The 10(j) strategy has been a popular one this summer. The U.S. Fish and Wildlife Service in June launched ESA rule-making to restore a “non-essential experimental” population of bull trout in northwest Oregon’s Clackamas River. While it is illegal to deliberately “take” (kill or harm) any listed species, this special classification under the act provides a less restrictive level of protection and precludes anyone who accidentally kills or harms the listed species from being in violation of the law, the USFWS said.
Starting this summer, bull trout of different life stages are being reintroduced into historic bull trout habitat in the upper Clackamas River above the confluence with the Collawash River, within the Mt. Hood National Forest. Donor stock comes from a healthy bull trout population in the Metolius River in central Oregon. The Clackamas pours into the Willamette River, a tributary to the Columbia, at Portland.
Bull trout have been extirpated from four subbasins in the Willamette River basin, including the Clackamas River. Once widely distributed in the Clackamas, the last known bull trout was documented there in 1963.

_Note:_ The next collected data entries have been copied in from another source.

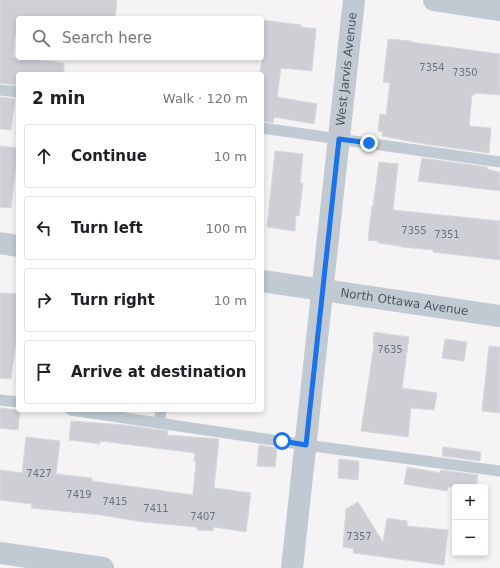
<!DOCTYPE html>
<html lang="en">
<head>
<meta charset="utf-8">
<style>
	body { margin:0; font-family:"DejaVu Sans",sans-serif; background:#f6f6f6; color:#202124 }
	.controls { position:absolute; right:12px; bottom:12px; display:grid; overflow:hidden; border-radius:4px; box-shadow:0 2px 6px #0003 }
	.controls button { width:36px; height:36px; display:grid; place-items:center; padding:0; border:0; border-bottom:1px solid #e0e0e0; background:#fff; color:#202124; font:20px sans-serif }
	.stop { position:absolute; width:12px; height:12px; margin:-9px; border:3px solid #1a73e8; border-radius:50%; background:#fff }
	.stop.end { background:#1a73e8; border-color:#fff; box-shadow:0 1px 4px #0008 }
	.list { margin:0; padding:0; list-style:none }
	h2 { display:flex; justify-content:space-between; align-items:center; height:52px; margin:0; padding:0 16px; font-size:17px }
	h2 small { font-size:13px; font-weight:400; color:#757577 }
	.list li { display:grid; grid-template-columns:26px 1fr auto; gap:12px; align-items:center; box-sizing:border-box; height:64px; margin:0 8px 8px; padding:0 8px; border:1px solid #e0e0e0; border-radius:4px }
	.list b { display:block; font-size:15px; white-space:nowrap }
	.list em { font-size:13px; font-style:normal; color:#757577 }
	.icon { flex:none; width:22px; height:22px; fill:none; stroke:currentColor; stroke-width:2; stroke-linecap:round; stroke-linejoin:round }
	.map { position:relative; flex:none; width:500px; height:568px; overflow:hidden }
	.search { position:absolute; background:#fff; box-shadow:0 2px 6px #0003; left:16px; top:16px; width:248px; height:44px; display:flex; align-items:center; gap:10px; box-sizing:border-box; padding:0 14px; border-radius:4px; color:#757577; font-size:15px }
	.panel { position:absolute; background:#fff; box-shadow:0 2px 6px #0003; left:16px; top:72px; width:248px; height:340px; border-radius:4px }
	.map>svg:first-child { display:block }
	.building { fill:#cdcfd5; stroke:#d7d9de }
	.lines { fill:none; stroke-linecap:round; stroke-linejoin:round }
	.service { stroke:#c1cad2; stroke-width:11 }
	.minor { stroke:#c1cad2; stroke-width:22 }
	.route { stroke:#1a73e8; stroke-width:5 }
	.labels { text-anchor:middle; stroke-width:3; stroke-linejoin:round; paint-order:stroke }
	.number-label { font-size:10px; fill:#6b747e }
	.street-label { font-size:12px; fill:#4a5661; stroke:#fff }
</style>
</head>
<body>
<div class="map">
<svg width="500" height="568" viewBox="0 0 500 568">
	<rect width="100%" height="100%" fill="#f5f3f3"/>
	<g class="building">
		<polygon points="0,0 117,0 115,18 17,18 13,57 64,63 64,74 17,74 16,85 0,83"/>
		<polygon points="262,20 301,25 301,27 316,29 312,71 281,68 277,97 317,104 314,124 274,117 273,123 262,121 262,73 260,73 262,58"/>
		<polygon points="388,39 411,41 411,42 500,54 500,95 474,93 474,95 472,95 469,126 491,128 489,153 424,144 382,136 383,132 378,131 380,114 386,115 390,83 383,82"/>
		<polygon points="0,97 15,99 11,130 0,129"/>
		<polygon points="0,146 18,148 11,208 0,207"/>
		<polygon points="275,151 303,154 300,183 303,183 299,216 296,215 295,231 267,227"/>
		<polygon points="422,158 487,167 487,169 490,170 500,172 500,191 418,181"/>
		<polygon points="379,162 398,164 393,210 500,221 500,260 433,252 434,250 401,247 401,246 378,243 378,241 368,240 372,206 373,206"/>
		<polygon points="0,293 18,294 18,325 11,379 0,378"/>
		<polygon points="374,332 409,337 402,388 437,393 434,410 411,408 408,437 361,431 374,345 373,343"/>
		<polygon points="445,339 467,342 464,361 442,358"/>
		<polygon points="489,346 500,347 500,413 482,411"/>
		<polygon points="0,408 20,410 18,430 0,428"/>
		<polygon points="71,421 125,425 168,431 167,435 219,439 214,488 251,493 246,532 214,527 213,531 197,530 197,527 143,522 101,515 31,508 32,504 0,500 0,470 22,473 26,437 60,441 56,474 92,478 92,481 193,495 196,461 194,461 195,453 100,441 100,444 69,440"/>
		<polygon points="259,445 277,448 275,467 257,466"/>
		<polygon points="443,447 481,452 480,461 442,456"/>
		<polygon points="339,459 359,461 358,480 338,478"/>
		<polygon points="407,467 440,473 441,470 478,475 476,487 448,487 447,491 404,484"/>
		<polygon points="358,502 383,542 387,518 407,521 407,526 448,530 444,565 353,553 354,549 343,547 346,509"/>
	</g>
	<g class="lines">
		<g class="service">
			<polyline points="0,90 18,92"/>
			<polyline points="262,128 500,162"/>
			<polyline points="0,400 18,402"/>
			<polyline points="71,410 306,445 500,471"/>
			<polyline points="159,423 161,410"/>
		</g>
		<g class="minor">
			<polyline points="434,0 500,10"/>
			<polyline points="0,243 18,246"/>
			<path id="s1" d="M262 281 500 316"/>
			<polyline points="0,553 103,568"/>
			<path id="s2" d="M292 568 354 0"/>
		</g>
	</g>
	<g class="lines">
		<polyline class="route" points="282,441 306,445 339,139 369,143"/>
	</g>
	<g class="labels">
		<g class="number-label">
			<text x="432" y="71">7354</text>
			<text x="465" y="76">7350</text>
			<text x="414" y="234">7355</text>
			<text x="447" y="238">7351</text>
			<text x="390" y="353">7635</text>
			<text x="39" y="477">7427</text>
			<text x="79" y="498">7419</text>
			<text x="115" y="505">7415</text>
			<text x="156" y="512">7411</text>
			<text x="203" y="520">7407</text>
			<text x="359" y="540">7357</text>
		</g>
		<g class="street-label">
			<text dy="4" stroke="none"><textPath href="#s2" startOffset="502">West Jarvis Avenue</textPath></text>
			<text dy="4" stroke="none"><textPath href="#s1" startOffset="144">North Ottawa Avenue</textPath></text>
		</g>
	</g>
</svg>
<div class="controls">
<button>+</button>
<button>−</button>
</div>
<div class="stop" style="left:282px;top:441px"></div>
<div class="stop end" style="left:369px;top:143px"></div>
<div class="search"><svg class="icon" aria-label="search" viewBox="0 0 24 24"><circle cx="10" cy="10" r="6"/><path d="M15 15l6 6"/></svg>Search here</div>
<section class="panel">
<h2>2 min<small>Walk · 120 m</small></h2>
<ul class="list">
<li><svg class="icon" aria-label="ahead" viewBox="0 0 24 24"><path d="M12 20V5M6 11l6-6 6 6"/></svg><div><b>Continue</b></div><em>10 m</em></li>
<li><svg class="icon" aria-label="left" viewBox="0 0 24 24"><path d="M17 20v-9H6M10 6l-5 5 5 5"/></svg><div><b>Turn left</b></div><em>100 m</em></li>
<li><svg class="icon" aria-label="right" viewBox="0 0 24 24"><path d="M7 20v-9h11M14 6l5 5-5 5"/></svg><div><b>Turn right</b></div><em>10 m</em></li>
<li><svg class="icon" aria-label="arrive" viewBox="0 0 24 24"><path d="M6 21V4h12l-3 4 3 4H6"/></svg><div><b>Arrive at destination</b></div></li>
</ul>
</section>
</div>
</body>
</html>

“Any population authorized by the Secretary to be an experimental population shall be treated as if it were a threatened species (for the purposes of ESA section 7, nonessential experimental populations are treated as proposed for listing),” the notice says. That means NOAA Fisheries would have to draft protective regulations to go along with the proposed Okanogan designation, but they are likely to be less restrictive than those in place for the populations now included in the upper Columbia spring chinook ESU, Murray said.
The advance notice of proposed rulemaking for the Okanogan reintroduction identifies policy and technical issues for consideration and evaluation, and solicits comments regarding them. Comments and information regarding the designation process may be sent to NOAA Fisheries no later than 5 p.m. Sept. 19.